How well will Shearwater withstand the coming cuts?

The ‘Strategic and Operating Review’ underway in the Department of National Defence is primarily a cost-cutting exercise.  A message sent to DND and CF members on Friday, 5 August, under the signatures of Deputy Minister Fonberg and Chief of Defence Natynczyk, outlines two potential outcomes: reductions to meet at least a five percent savings; and heavier reduction resulting in at least ten percent savings.  Associate Deputy Minister, Mr. Matthew King, and the Vice Chief of the Defence Staff, Vice-Admiral Bruce Donaldson, will head the process up.  Six key questions will drive the process:

  • Should we still be doing this – and doing it in this way?
  • Does this have to be delivered by this organization?
  • Why does it cost as much as it does? Can we find savings?
  • Is it achieving the expected results efficiently?
  • Is this a government priority, and is it affordable during a period of fiscal restraint?
  • Are we achieving value for money?

The results will be announced as part of the budget process for 2012.

How will Shearwater fare in all of this cutting?  Its history over the past several decades has been one of continual reductions (you can find a concise history here, courtesy of the Shearwater Aviation Museum).
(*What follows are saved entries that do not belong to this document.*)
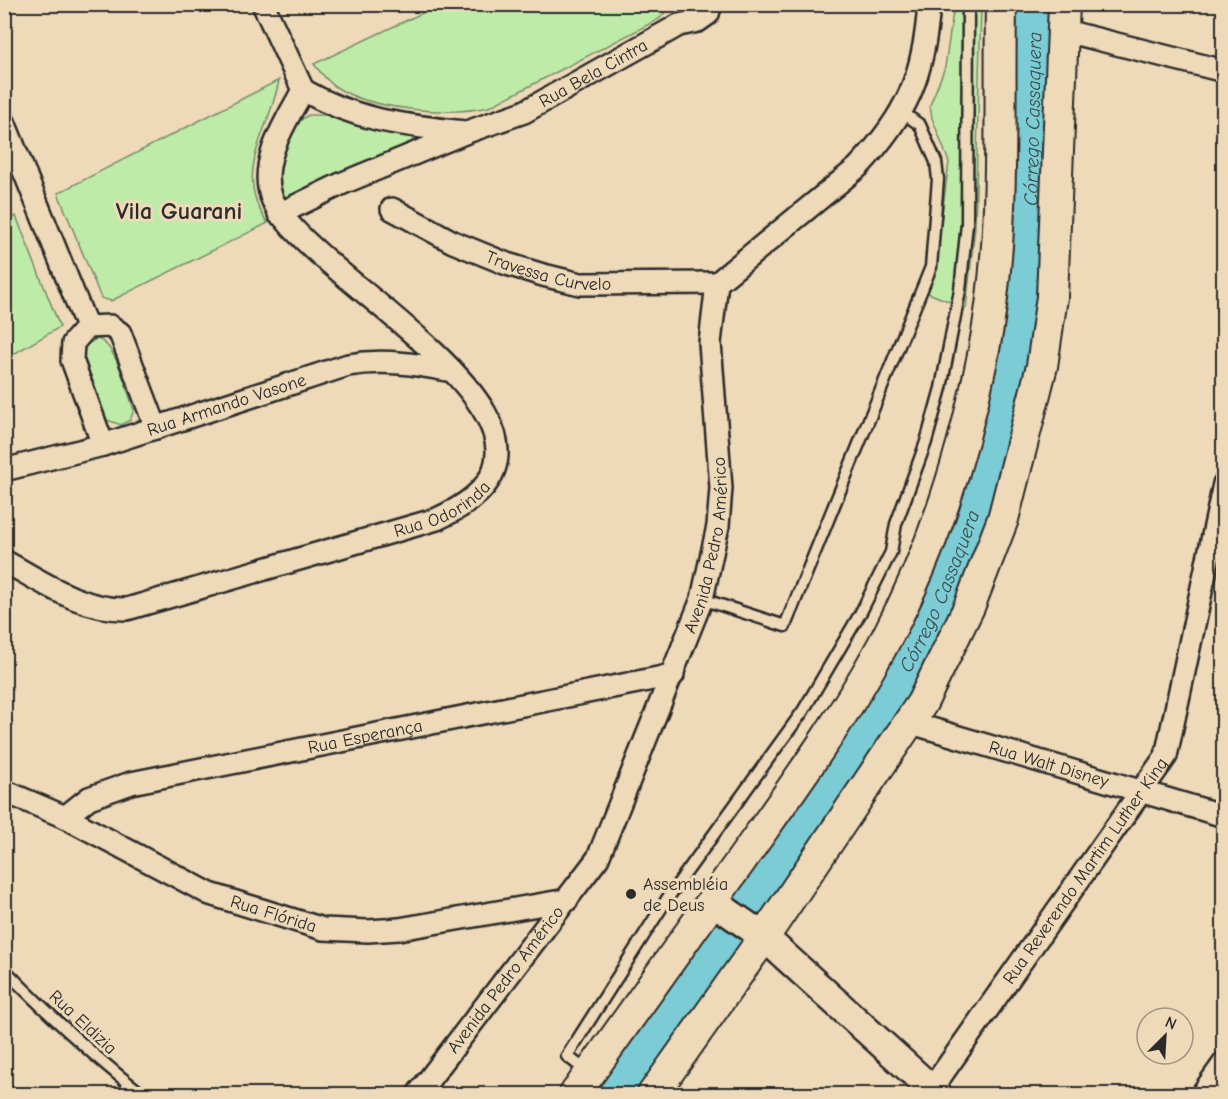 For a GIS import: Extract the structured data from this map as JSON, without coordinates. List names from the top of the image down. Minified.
{"streets":{"street":["Rua Bela Cintra","Travessa Curvelo","Rua Armando Vasone","Rua Odorinda","Avenida Pedro Américo","Rua Esperança","Rua Walt Disney","Rua Reverendo Martim Luther King","Rua Flórida"],"lane":["Rua Eldizia"]},"crossings":[["Rua Bela Cintra","Rua Odorinda"],["Travessa Curvelo","Avenida Pedro Américo"],["Rua Armando Vasone","Rua Odorinda"],["Avenida Pedro Américo","Rua Esperança"],["Avenida Pedro Américo","Rua Flórida"],["Rua Esperança","Rua Flórida"],["Rua Walt Disney","Rua Reverendo Martim Luther King"]],"districts":["Vila Guarani"],"water":["Córrego Cassaquera"],"places":["Assembléia de Deus"],"north":"top right"} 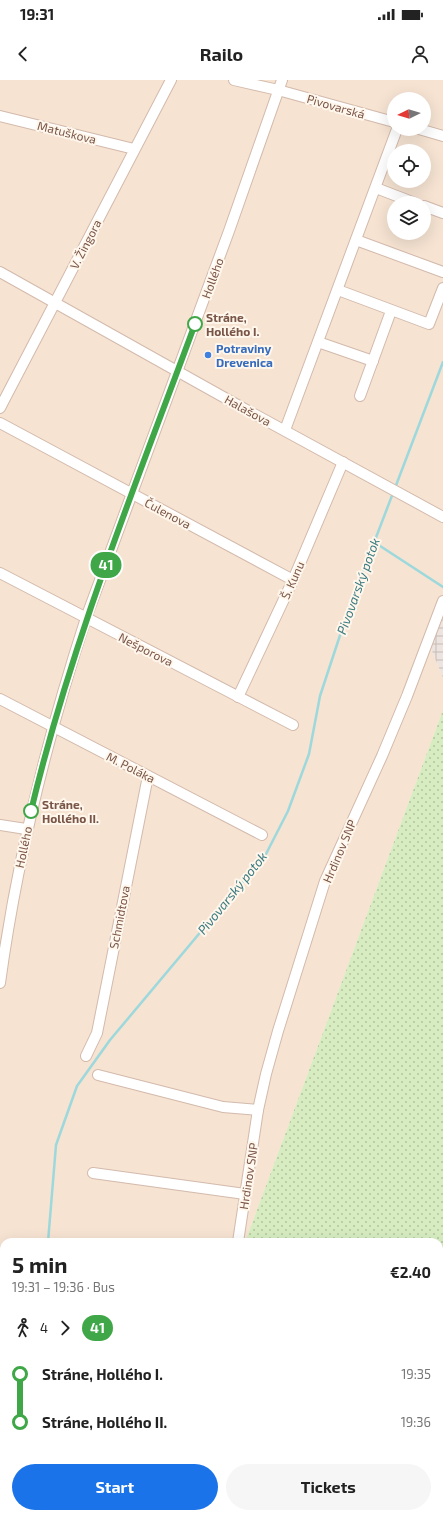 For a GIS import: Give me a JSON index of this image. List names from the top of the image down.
{
  "streets": {
    "street": [
      "Pivovarská",
      "Matuškova",
      "V. Žingora",
      "Hollého",
      "Halašova",
      "Čulenova",
      "Š. Kunu",
      "Nešporova",
      "M. Poláka",
      "Hrdinov SNP",
      "Schmidtova"
    ]
  },
  "crossings": [
    ["Pivovarská", "Hollého"],
    ["Matuškova", "V. Žingora"],
    ["V. Žingora", "Halašova"],
    ["Hollého", "Halašova"],
    ["Hollého", "Čulenova"],
    ["Hollého", "Nešporova"],
    ["Hollého", "M. Poláka"],
    ["Halašova", "Š. Kunu"],
    ["Čulenova", "Š. Kunu"],
    ["Š. Kunu", "Nešporova"],
    ["M. Poláka", "Schmidtova"]
  ],
  "water": ["Pivovarský potok"],
  "places": ["Stráne, Hollého I.", "Potraviny Drevenica", "Stráne, Hollého II."],
  "lines": ["bus line 41"],
  "north": "left",
  "page": {
    "status": "19:31",
    "header": "Railo",
    "on_map": "41",
    "heading": ["5 min", "19:31 – 19:36 · Bus", "€2.40"],
    "legs": ["4", "41"],
    "list": [
      {
        "name": "Stráne, Hollého I.",
        "value": "19:35"
      },
      {
        "name": "Stráne, Hollého II.",
        "value": "19:36"
      }
    ],
    "buttons": ["Start", "Tickets"]
  }
} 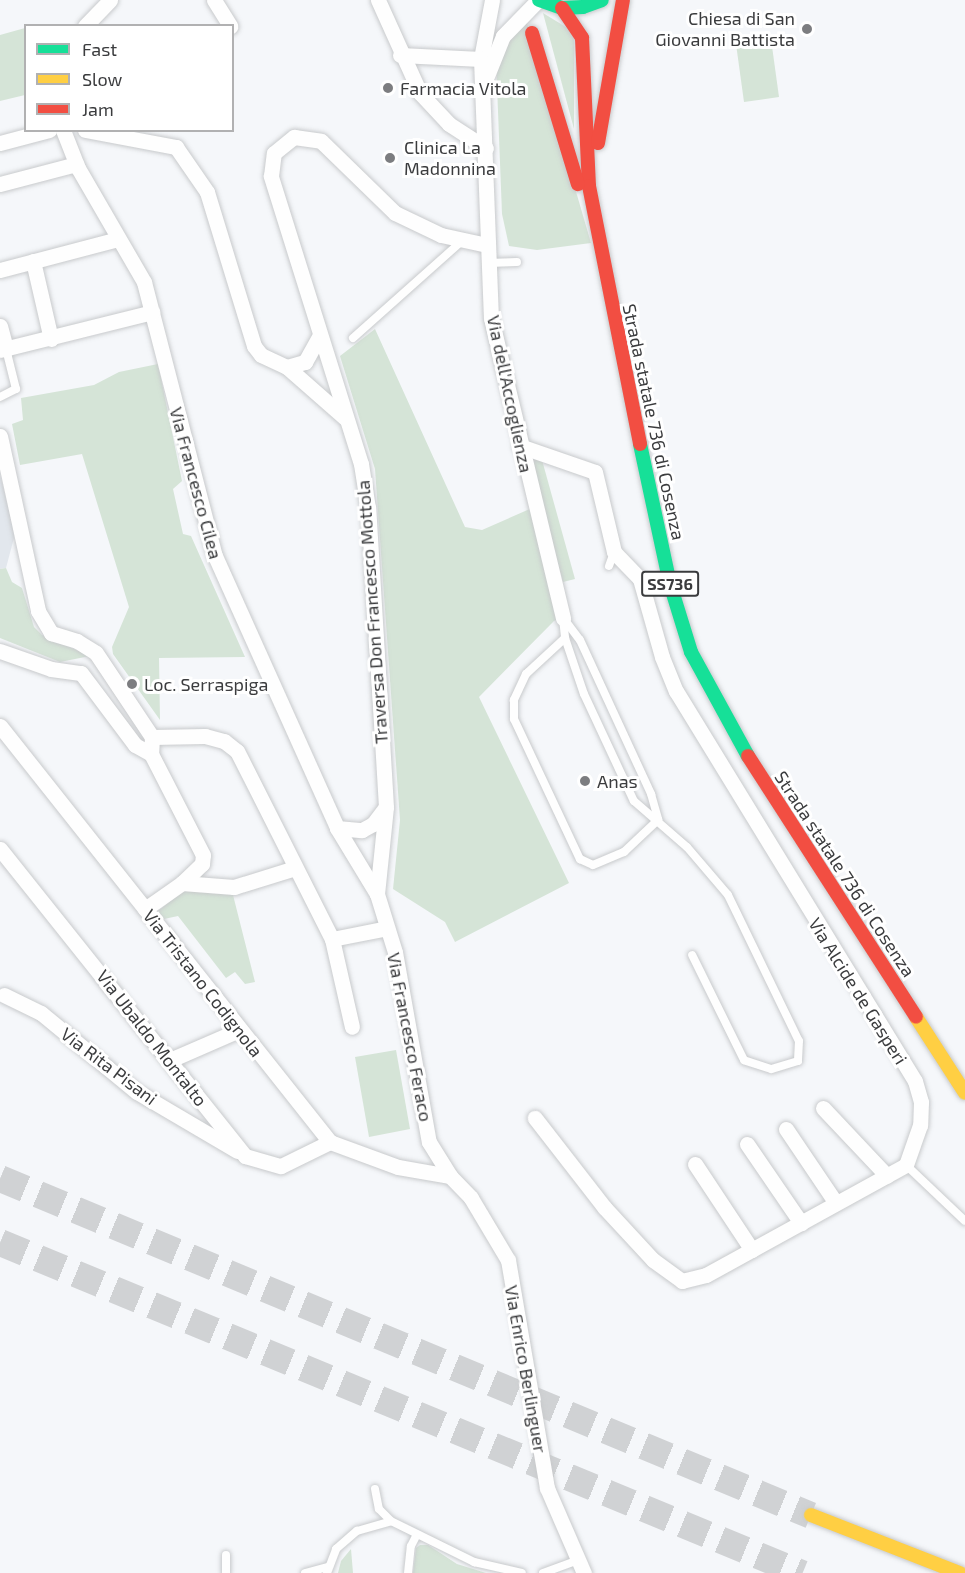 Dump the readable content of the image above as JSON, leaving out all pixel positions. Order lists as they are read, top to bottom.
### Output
{
  "streets": {
    "main road": ["Strada statale 736 di Cosenza", "SS736"],
    "street": [
      "Via dell'Accoglienza",
      "Via Francesco Cilea",
      "Traversa Don Francesco Mottola",
      "Via Tristano Codignola",
      "Via Alcide de Gasperi",
      "Via Francesco Feraco",
      "Via Ubaldo Montalto",
      "Via Rita Pisani",
      "Via Enrico Berlinguer"
    ]
  },
  "crossings": [
    ["Via dell'Accoglienza", "Traversa Don Francesco Mottola"],
    ["Via dell'Accoglienza", "Via Alcide de Gasperi"],
    ["Via Francesco Cilea", "Traversa Don Francesco Mottola"],
    ["Via Francesco Cilea", "Via Francesco Feraco"],
    ["Traversa Don Francesco Mottola", "Via Francesco Feraco"],
    ["Via Francesco Feraco", "Via Enrico Berlinguer"],
    ["Via Ubaldo Montalto", "Via Rita Pisani"]
  ],
  "places": [
    "Chiesa di San Giovanni Battista",
    "Farmacia Vitola",
    "Clinica La Madonnina",
    "Loc. Serraspiga",
    "Anas"
  ],
  "legend": ["Fast", "Slow", "Jam"]
} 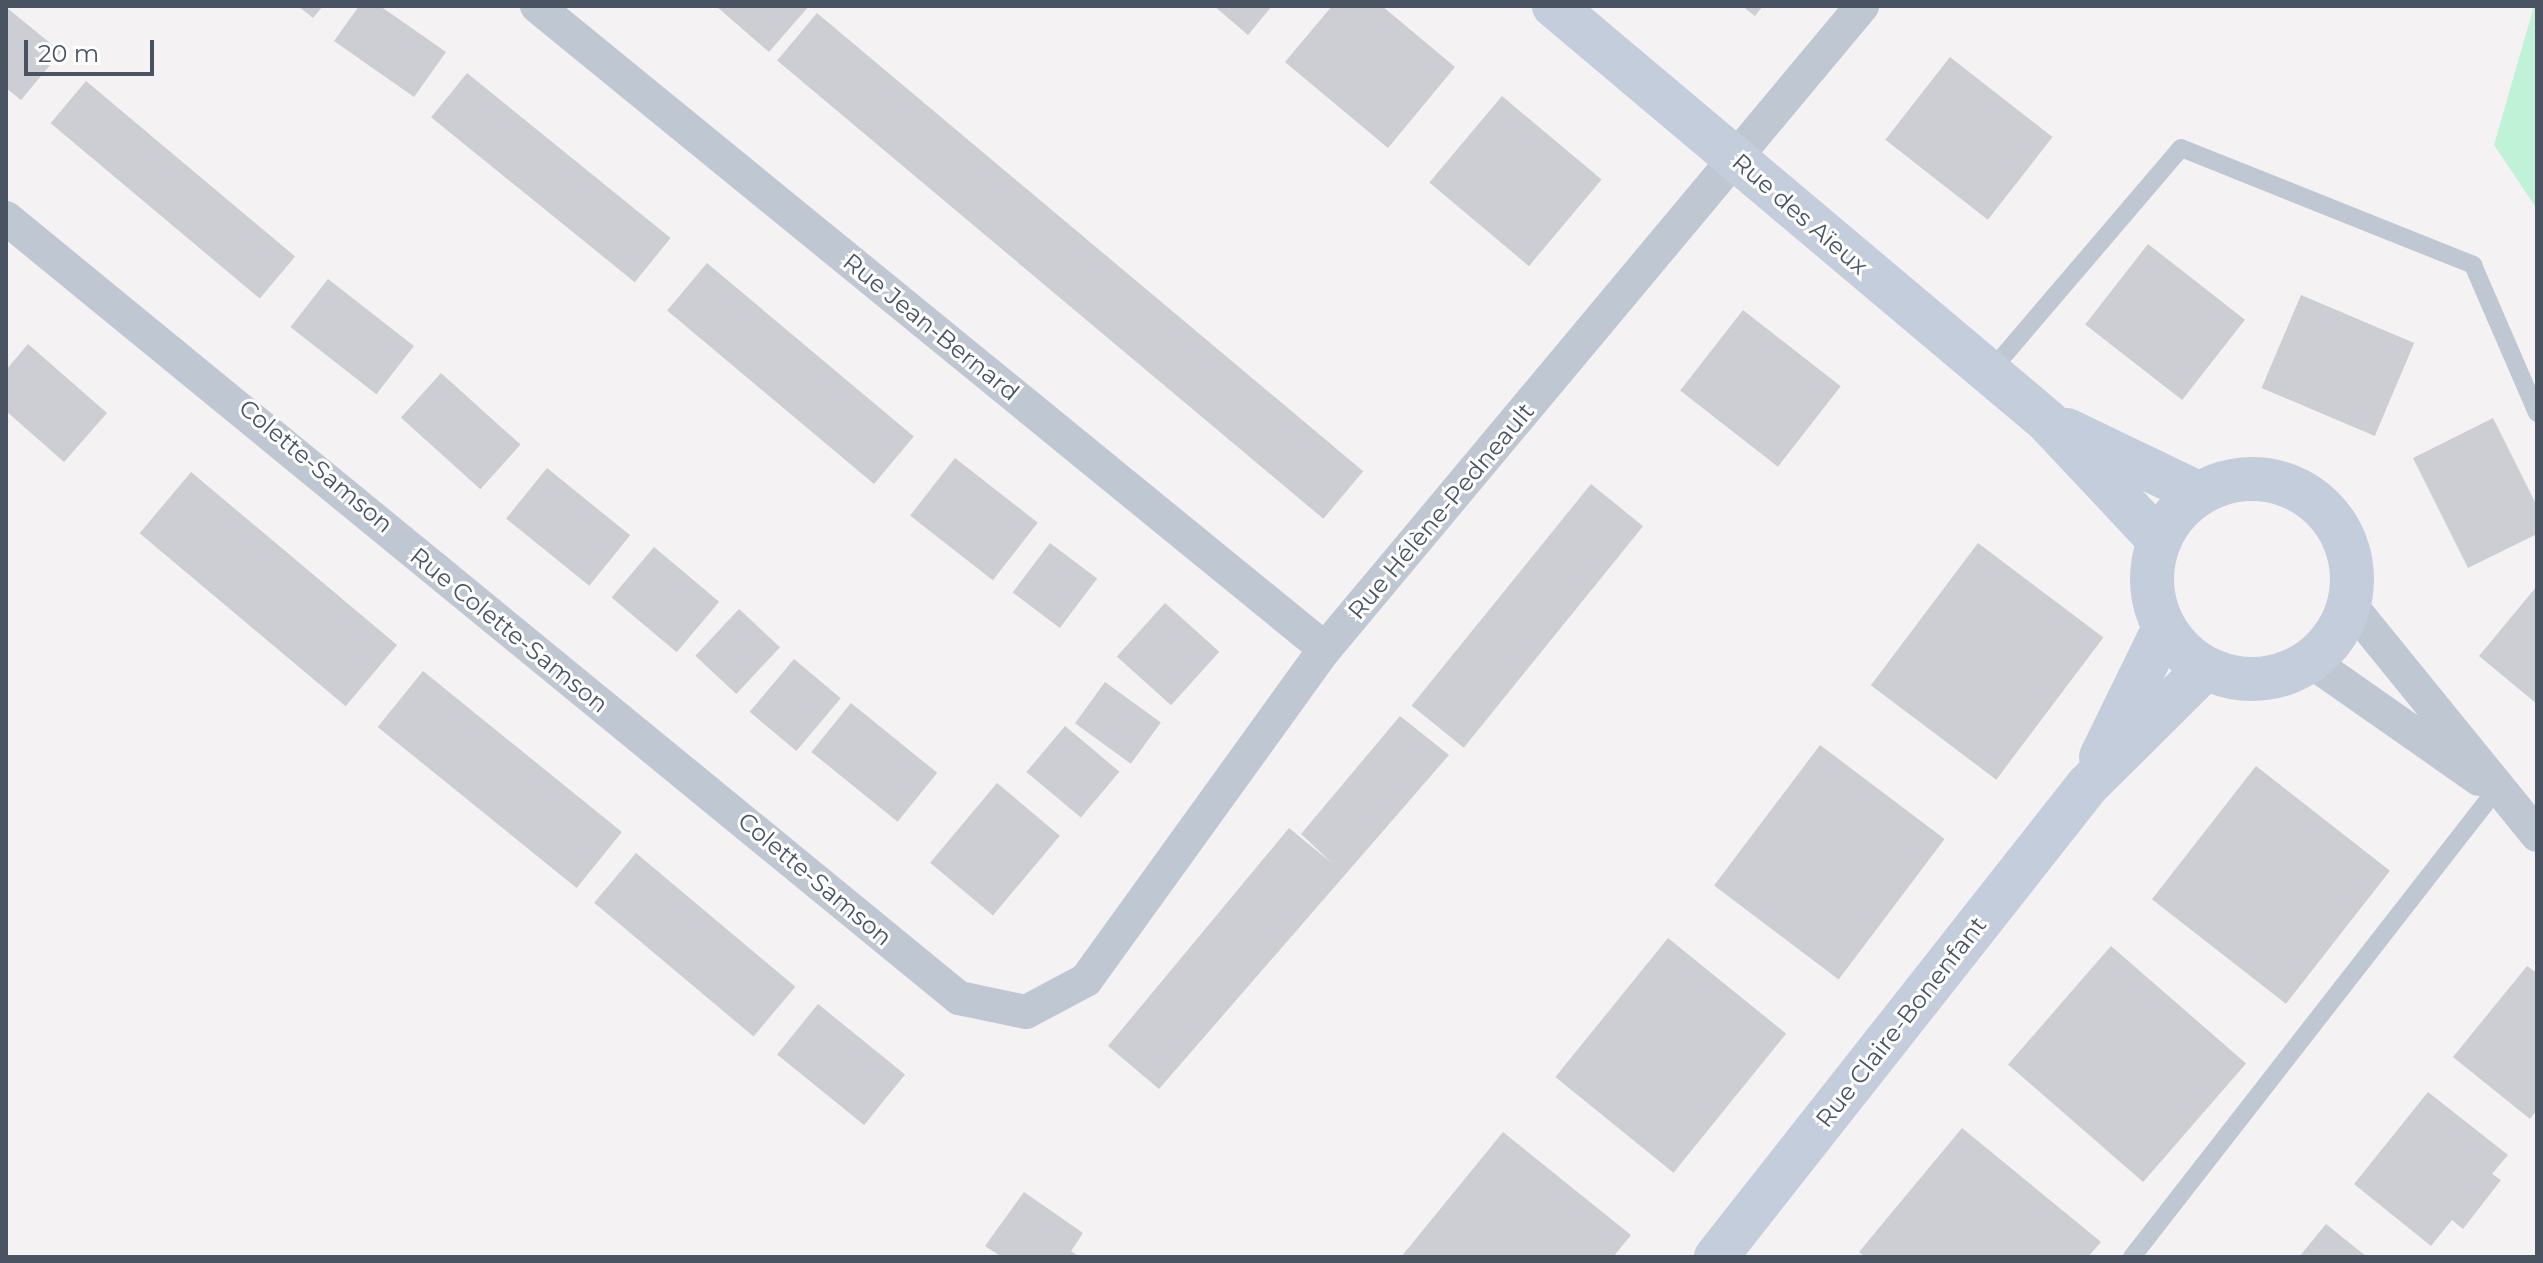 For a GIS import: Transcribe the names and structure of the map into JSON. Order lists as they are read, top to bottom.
{
  "streets": {
    "street": [
      "Rue des Aïeux",
      "Rue Jean-Bernard",
      "Colette-Samson",
      "Rue Hélène-Pedneault",
      "Rue Colette-Samson",
      "Rue Claire-Bonenfant"
    ]
  },
  "crossings": [
    ["Rue des Aïeux", "Rue Hélène-Pedneault"],
    ["Rue des Aïeux", "Rue Claire-Bonenfant"],
    ["Rue Jean-Bernard", "Rue Hélène-Pedneault"],
    ["Colette-Samson", "Rue Colette-Samson"],
    ["Rue Hélène-Pedneault", "Rue Colette-Samson"]
  ],
  "scale_bar": "20 m"
}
It was downsized to a detachment of CFB Halifax in 1994.   The military aviation activities are now solely helicopter related and the runway complex is no longer maintained for fixed-wing operations.  Approximately three-quarters of the base property was turned over to the Canada Lands Corporation for disposal but the majority has been reacquired.  Will more of it be offered up on ‘the altar of economy and efficiency’?

The future is not all bleak: the pending arrival (the latest info says in November) of the Sikorsky CH-148 ‘Cyclone’ maritime helicopter, will bring renewed purpose to the facility.  A new Maritime Helicopter Training Center is being built plus a new 423 Squadron hangar facility, a new 12 Wing Air Maintenance Squadron facility with 6 repair bays, and a new Operational Support Facility where the Helicopter Operational Test and Evaluation Facility (HOTEF), and various 12 Wing headquarter functions will all be part of the new look for Shearwater.  But, is that the limit for the future of Shearwater?

All of these new facilities should be secure and, indeed, they are vital to the future viability of the upgraded and life extended Halifax-class frigates.  The frigates are a ‘weapon-system’ that includes a maritime helicopter: to speak of them only as ‘ships’ really misses the importance of air operations to the conception and employment of sea power.  But, there is far more to sea power than just maritime helicopters and frigates.

The Conservative Government has made repeated statements about a ‘more robust Canada in the world’.  The 2008 Speech from the Throne stated: “Our national security depends on global security. Our Government believes that Canada’s aspirations for a better and more secure world must be matched by vigorous and concrete actions on the world stage.”  The 2011 Speech from the Throne, in a paragraph that that speaks about northern sovereignty, asserts: “The strongest expression of our sovereignty comes through presence and actions, not words.”  The message of both speeches is a clear commitment to action when it is required, wherever it is required.  Maritime capabilities will play a major part in both the global and the northern aspects of future security missions.  The problem is that there is little in the way of capability to underpin the commitments, and the pending reductions will cut into that which is left.  How, then, are the commitments to ‘do more’ to be accomplished while the cutting ‘provides less’?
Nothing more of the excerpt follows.